Guiso de calamar y papada de cerdo

Guiso de calamar y papada de cerdo

Estupendo el guiso de calamar con papada de cerdo y cebolla encurtida, con un fondo cítrico y hojas de acedera, mientras que me suscita dudas el de oreja de cerdo con pez mantequilla con frutas (fresas, sandía). El pescado sólo aporta textura y desaparece frente a la intensidad de la oreja y de la fruta.

Aparece de nuevo la fruta, en concreto la sandía, pero esta vez con más equilibrio, en una excelente royal de pichón con jugo de hígado de salmonete que lleva además un sutil toque de mojito. Gran plato.

 

Royal de pichón con jugo de hígado de salmonete y sandía

Royal de pichón con jugo de hígado de salmonete y sandía

Original la puesta en escena de una ventresca de bonito, impecable, servida en hoja de limonero. El cocinero propone que la hoja no se coma, pero que se muerda de vez en cuando para obtener ese toque cítrico que busca. Sobre la ventresca, unos puntos de alioli de ajo negro. Se refuerza todo con lima y jengibre, en otro estupendo plato.

Ventresca de bonito en hoja de limonero

Irreprochable el lomo de salmonete asado en su jugo con diversas hierbas.

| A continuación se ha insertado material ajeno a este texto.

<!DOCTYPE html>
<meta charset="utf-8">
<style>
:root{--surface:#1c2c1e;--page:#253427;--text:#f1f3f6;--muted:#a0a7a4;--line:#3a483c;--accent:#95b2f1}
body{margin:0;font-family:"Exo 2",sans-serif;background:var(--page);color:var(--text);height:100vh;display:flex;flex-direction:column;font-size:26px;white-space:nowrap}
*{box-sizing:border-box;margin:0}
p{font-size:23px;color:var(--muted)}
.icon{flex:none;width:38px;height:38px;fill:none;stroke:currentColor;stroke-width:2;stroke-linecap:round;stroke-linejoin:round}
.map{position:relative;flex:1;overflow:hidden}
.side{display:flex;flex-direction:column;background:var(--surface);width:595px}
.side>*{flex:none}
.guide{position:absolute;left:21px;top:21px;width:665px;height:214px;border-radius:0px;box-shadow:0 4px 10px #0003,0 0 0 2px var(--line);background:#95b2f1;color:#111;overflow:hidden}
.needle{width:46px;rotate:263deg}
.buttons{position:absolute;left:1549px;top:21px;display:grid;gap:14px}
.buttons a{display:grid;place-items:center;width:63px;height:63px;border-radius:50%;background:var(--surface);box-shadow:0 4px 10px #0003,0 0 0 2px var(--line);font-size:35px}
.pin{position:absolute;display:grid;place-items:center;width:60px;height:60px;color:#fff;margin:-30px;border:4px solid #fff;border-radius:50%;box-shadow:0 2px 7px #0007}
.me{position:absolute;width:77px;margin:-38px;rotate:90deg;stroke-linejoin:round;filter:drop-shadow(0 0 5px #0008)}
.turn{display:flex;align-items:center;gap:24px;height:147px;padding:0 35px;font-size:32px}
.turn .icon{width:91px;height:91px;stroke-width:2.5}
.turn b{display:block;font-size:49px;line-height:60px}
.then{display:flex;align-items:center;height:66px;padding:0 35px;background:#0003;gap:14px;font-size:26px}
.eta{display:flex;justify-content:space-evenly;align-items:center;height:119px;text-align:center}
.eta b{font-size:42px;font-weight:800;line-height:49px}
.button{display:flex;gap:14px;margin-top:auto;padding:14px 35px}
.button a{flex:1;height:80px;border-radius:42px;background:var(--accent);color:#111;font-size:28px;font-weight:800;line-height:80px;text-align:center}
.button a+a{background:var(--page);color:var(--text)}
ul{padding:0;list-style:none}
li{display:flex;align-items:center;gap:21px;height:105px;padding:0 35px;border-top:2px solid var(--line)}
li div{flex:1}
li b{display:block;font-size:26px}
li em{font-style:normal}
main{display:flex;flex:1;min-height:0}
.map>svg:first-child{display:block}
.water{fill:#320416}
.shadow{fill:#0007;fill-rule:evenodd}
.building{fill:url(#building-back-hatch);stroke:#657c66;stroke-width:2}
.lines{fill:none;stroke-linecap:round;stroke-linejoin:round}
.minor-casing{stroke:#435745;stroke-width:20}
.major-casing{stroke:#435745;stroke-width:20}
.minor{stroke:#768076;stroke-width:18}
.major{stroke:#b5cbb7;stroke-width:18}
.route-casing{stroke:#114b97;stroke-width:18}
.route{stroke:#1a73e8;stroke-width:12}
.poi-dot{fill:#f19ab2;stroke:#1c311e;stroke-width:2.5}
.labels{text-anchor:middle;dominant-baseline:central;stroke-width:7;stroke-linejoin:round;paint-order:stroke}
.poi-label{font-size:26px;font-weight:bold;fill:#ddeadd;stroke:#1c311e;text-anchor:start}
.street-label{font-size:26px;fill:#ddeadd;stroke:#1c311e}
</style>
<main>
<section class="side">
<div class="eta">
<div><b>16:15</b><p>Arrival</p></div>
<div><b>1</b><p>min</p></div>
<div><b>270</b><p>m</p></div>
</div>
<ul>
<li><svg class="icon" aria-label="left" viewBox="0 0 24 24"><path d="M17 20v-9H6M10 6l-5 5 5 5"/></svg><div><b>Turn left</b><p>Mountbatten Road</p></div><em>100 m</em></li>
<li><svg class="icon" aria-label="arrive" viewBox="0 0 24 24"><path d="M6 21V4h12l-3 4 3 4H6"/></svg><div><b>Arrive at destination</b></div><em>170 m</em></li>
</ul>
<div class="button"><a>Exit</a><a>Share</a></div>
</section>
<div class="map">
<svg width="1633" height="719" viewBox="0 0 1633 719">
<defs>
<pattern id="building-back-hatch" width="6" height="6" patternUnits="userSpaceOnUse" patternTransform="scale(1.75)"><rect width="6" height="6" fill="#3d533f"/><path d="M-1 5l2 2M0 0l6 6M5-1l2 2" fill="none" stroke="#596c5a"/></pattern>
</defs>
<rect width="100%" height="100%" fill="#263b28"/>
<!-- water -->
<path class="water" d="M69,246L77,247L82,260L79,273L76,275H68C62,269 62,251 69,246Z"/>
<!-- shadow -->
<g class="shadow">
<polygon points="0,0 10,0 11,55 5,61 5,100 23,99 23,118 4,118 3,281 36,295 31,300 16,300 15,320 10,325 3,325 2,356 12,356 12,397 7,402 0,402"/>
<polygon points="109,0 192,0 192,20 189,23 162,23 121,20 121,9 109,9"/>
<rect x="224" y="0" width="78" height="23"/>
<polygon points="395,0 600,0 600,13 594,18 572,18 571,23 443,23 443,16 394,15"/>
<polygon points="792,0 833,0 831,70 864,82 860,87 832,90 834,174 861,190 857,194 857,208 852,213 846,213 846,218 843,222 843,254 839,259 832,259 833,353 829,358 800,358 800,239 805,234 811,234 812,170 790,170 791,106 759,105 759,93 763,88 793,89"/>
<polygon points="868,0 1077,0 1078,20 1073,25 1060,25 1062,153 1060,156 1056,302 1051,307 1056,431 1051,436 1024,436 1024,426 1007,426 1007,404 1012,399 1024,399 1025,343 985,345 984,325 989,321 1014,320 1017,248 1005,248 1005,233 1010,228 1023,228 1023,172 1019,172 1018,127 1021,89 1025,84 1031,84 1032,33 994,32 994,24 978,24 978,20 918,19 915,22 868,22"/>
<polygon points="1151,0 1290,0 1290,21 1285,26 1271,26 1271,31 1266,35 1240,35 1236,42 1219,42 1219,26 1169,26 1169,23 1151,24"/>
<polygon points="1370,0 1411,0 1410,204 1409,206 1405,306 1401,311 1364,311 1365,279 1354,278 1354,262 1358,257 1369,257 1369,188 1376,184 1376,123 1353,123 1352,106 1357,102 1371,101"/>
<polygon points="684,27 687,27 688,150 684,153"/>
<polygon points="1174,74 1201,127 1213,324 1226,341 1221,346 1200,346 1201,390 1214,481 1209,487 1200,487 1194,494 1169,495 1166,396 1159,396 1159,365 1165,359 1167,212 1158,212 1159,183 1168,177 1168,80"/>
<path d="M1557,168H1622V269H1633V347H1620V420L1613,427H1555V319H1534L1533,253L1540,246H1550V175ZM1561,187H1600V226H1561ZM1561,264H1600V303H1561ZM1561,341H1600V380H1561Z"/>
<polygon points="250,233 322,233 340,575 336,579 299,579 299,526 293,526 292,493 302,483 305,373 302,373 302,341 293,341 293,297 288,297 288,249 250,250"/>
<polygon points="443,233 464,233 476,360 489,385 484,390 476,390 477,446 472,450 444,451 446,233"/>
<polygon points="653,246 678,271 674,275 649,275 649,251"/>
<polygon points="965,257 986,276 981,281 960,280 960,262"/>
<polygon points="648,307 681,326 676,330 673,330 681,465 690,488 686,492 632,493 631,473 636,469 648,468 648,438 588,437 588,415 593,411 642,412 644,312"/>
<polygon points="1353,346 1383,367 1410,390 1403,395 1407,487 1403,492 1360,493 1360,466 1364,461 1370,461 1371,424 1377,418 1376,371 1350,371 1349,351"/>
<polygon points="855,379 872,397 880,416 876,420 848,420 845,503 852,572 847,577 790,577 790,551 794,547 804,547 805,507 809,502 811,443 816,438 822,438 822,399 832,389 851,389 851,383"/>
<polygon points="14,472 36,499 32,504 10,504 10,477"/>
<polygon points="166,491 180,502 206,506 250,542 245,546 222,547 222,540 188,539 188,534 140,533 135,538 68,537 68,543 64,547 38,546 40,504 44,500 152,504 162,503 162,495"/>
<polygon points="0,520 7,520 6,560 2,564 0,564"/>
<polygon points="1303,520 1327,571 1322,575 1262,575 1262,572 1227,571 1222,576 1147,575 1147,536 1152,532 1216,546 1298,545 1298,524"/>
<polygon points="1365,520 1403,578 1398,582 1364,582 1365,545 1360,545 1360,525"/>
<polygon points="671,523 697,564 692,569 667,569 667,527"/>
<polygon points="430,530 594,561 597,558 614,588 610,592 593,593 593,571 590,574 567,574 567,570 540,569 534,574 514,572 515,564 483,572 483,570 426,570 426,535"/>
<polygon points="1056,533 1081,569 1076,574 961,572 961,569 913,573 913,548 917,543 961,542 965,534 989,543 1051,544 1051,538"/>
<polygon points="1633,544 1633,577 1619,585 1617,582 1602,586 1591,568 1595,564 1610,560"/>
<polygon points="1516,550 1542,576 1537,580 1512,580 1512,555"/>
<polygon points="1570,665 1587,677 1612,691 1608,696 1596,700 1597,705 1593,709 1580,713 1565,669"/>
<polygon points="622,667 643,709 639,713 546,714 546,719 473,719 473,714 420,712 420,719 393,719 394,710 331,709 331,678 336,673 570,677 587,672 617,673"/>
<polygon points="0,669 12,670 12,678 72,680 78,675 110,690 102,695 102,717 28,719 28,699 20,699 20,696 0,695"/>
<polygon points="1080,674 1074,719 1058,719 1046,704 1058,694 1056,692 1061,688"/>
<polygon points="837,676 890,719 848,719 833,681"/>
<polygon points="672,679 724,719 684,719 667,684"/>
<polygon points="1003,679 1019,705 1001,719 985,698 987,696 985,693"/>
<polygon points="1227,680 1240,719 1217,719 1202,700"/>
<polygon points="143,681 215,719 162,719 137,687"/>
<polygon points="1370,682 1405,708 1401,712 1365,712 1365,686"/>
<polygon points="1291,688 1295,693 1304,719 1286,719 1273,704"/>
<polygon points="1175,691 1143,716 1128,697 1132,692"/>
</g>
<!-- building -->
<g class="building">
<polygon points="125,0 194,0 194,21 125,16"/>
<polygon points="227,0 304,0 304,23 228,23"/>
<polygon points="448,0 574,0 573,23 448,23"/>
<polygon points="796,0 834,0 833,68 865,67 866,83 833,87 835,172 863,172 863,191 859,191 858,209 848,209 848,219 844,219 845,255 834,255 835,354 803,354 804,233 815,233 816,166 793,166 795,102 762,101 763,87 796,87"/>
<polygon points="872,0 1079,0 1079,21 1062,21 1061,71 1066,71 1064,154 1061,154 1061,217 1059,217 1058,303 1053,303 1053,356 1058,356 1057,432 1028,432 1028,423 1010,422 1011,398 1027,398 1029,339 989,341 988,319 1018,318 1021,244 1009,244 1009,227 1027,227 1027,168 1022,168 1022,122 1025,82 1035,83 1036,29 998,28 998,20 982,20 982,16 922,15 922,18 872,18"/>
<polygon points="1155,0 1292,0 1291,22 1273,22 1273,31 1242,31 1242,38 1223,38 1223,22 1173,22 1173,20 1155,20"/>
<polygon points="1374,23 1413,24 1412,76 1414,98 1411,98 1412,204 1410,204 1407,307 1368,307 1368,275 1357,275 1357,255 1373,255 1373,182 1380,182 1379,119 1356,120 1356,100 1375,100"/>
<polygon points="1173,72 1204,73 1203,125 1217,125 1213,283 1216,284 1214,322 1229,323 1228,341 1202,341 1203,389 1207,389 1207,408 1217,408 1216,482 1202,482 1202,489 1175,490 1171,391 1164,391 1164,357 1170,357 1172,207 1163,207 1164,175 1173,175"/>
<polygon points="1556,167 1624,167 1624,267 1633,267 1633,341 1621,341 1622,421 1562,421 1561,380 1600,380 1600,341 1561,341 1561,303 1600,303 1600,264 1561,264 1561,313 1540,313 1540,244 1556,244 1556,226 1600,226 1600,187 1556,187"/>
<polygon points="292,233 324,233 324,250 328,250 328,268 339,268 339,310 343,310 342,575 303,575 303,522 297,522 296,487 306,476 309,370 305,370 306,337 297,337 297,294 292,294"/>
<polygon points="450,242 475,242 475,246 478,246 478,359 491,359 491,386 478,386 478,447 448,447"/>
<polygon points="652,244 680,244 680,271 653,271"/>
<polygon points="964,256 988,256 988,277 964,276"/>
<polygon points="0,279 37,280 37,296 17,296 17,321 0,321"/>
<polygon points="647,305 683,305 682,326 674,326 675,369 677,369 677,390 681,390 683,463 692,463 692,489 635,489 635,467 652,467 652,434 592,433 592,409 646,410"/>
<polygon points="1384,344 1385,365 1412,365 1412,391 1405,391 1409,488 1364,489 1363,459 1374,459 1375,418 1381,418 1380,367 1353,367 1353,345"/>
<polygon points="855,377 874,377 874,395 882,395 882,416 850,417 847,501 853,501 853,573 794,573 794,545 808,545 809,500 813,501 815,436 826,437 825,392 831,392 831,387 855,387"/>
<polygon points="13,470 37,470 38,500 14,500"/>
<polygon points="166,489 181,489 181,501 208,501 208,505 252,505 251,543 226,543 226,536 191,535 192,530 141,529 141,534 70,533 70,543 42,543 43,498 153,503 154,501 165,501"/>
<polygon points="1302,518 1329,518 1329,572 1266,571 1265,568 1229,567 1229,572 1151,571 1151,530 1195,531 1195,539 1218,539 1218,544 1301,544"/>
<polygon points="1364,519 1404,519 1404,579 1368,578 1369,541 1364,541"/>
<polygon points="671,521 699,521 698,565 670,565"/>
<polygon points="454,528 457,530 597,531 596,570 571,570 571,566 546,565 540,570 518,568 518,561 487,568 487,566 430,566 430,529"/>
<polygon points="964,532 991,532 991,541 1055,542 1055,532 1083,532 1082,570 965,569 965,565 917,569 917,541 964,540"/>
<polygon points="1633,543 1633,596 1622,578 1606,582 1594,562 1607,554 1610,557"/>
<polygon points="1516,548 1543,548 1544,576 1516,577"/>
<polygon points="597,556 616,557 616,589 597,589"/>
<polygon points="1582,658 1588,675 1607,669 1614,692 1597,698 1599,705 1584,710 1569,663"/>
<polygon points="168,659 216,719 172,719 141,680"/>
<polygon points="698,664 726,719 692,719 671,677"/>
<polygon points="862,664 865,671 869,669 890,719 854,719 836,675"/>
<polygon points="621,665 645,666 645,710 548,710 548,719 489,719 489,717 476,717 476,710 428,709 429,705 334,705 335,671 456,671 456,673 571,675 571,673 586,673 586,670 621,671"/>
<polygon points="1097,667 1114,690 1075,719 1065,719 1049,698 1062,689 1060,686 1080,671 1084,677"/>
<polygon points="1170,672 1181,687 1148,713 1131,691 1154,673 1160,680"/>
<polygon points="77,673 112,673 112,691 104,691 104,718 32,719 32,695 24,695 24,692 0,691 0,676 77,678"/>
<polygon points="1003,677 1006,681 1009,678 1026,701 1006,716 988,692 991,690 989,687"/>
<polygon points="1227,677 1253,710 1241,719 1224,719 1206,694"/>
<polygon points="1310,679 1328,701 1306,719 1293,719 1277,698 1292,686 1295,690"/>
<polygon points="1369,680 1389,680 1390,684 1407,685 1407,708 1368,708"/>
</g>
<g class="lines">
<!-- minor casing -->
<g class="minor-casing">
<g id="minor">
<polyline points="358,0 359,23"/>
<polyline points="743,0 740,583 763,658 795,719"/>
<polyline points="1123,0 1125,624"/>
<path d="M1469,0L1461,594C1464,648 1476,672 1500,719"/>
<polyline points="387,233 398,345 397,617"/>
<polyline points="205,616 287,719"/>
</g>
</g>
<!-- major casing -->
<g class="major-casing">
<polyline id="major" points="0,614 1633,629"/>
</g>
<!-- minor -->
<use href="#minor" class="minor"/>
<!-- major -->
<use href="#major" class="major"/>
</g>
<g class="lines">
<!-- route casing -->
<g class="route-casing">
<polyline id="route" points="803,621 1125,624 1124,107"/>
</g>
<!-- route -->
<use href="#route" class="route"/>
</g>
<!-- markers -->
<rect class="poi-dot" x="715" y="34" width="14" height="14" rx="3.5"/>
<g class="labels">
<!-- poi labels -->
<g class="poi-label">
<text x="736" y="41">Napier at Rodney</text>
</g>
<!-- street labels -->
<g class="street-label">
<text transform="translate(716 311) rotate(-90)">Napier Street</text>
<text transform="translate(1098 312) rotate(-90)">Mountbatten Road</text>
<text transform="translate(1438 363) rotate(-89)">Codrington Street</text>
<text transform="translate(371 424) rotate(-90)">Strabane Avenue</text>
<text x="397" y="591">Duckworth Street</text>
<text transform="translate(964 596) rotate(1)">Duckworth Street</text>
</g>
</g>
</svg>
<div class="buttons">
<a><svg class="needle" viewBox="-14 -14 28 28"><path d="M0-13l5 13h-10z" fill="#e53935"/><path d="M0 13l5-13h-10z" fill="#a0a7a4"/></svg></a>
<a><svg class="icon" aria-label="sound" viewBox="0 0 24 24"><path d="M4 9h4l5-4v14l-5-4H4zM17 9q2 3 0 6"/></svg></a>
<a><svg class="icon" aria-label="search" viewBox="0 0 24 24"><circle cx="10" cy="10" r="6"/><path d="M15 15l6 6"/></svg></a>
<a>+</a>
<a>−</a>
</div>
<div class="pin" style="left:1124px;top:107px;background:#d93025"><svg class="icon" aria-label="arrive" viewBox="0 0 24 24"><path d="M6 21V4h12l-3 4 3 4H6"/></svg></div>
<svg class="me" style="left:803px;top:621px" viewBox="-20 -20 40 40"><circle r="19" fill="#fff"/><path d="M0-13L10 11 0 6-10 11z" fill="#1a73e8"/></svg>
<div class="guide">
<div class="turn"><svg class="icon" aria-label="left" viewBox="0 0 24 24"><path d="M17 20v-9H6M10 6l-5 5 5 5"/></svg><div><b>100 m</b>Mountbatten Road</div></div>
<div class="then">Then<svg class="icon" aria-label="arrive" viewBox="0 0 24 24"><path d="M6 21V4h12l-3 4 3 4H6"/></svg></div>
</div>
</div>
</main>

De nuevo aparece con cebolla encurtida como acompañamiento. Le va muy bien, pero esa repetición de ingredientes en un menú no suele quedar bien. La carne es una presa de ibérico que lleva al lado trozos de berenjena picante (bastante picante, por cierto) y yogur. Me gusta, aunque no hay unanimidad en mi mesa. Tal vez soy demasiado aficionado al picante. Para terminar, refrescante el postre de crema de apio con anís y espuma de sidra que antecede al arroz con leche, perfecto remate de un menú de mucho nivel.

La bodega es breve, pero está seleccionada con criterio. Nosotros bebimos con este menú La Mar de Terras Gauda, un blanco muy interesante del que ya les he hablado en otras ocasiones. El enclave del restaurante, en un hotelito que en tiempos fue casa de indianos, permite, si el tiempo lo permite (y este año lo está permitiendo mucho), tomar un aperitivo o el café en las mesitas situadas en el jardín. Como les decía, creo que no va a estar mucho tiempo más Diego en este enclave del Occidente, a un paso de Puerto de Vega. Aprovechen este verano para conocerlo.